Hacker News new | ask | show | jobs
by toshk 1041 days ago
Breakthroughs are exciting; hoping it's true!

But I understand nothing of this field

What's the general consensus here, real or not?

4 comments

The consensus on HN is that it’s le epic exciting discovery. The consensus among physicist is that’s it’s likely to be a dud
> The consensus among physicist is that’s it’s likely to be a dud

That's really not true. It's unclear whether it's a superconductor, but the consensus worst-case outcome is that something very unexpected is happening, which is in itself worth learning more about.

The consensus 'here' unfortunately does not seem to reflect the very critical consensus amongst r/Physics :

https://www.reddit.com/r/Physics/comments/15i3h9d/lk99_megat...

The comments here are of a higher quality (due to top tier moderation) and generally the community is smarter and more in tune. I'd go with the HN consensus any day, over some random subreddit.
It is not some random subreddit, it is r/physics.

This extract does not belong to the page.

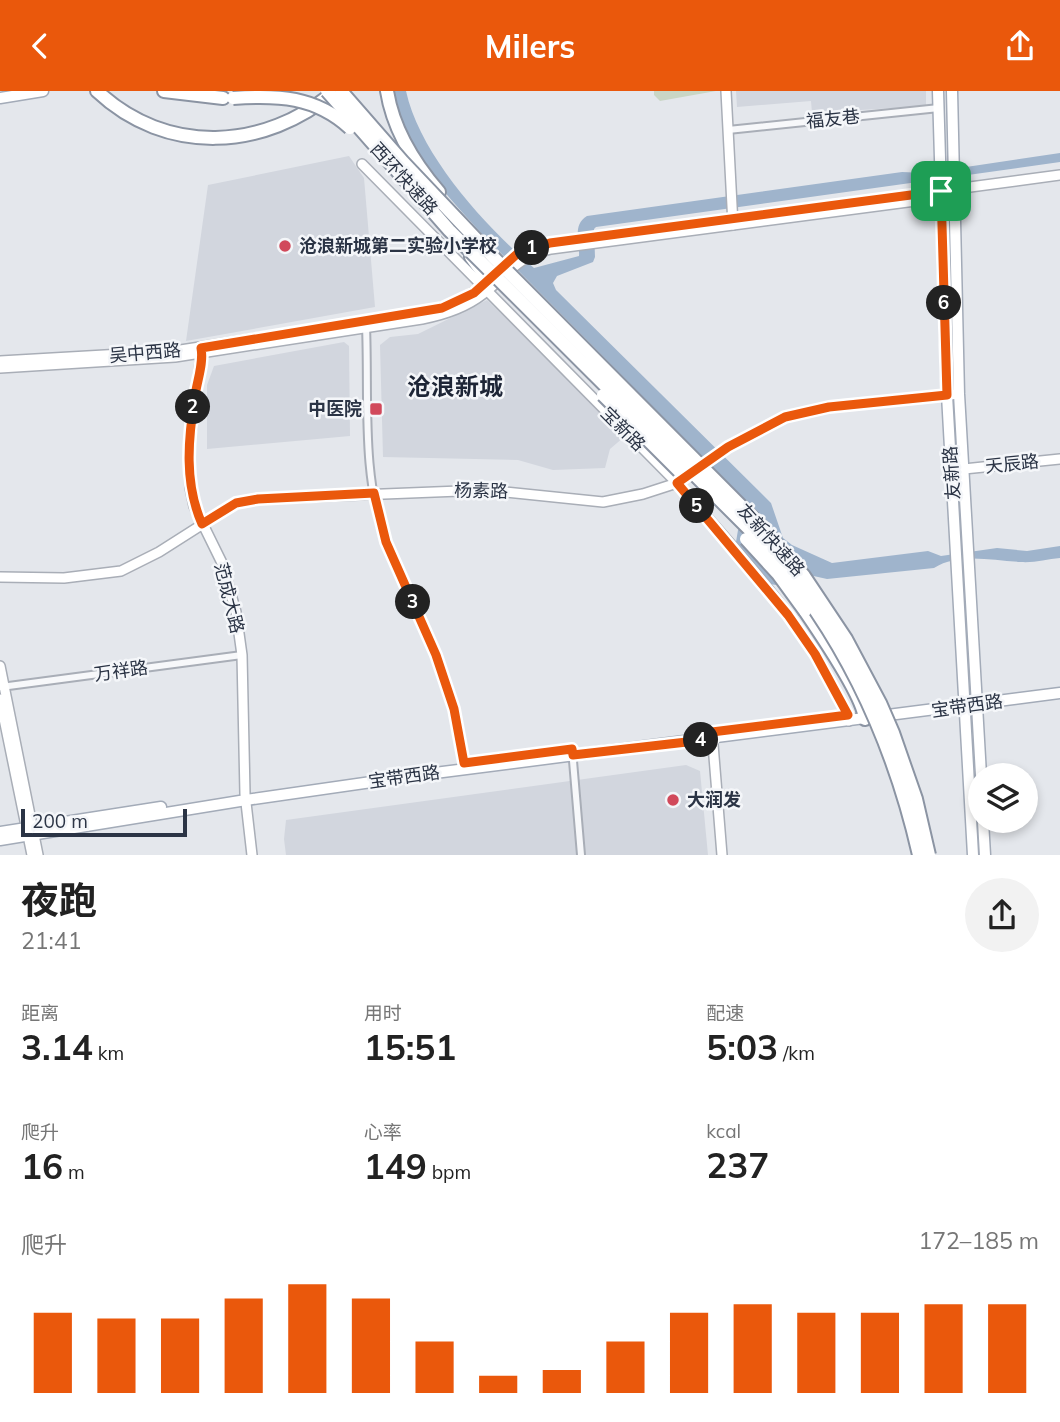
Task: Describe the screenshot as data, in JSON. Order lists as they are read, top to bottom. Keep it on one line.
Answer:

HN is a tech forum, plenty of smart people in there, but also plenty of people who think they know more than they really do. Lots of arrogance in here. I am guilty of it myself, and some of my posts got a lot of upvotes even though it was way out of my field of expertise. I try to get things right, fact checking and all that, but my opinion is certainly not worth that of an expert.

All that to say that on tech matters, I think HN is pretty good, because that's where the tech guys go. But for physics, I'd go for r/physics.

It is a discovery of an interesting semi conductor with strong diamagnetism.

It will likely spur a lot of new solid state physics research.

Sources for this as the consensus take? Or is this your personal take? As far as I have heard, it is still well under discussion, especially with more recently (per this weekend) levitating flakes, and the fact that noone has successfully replicated a certain-failure of actual conducting properties.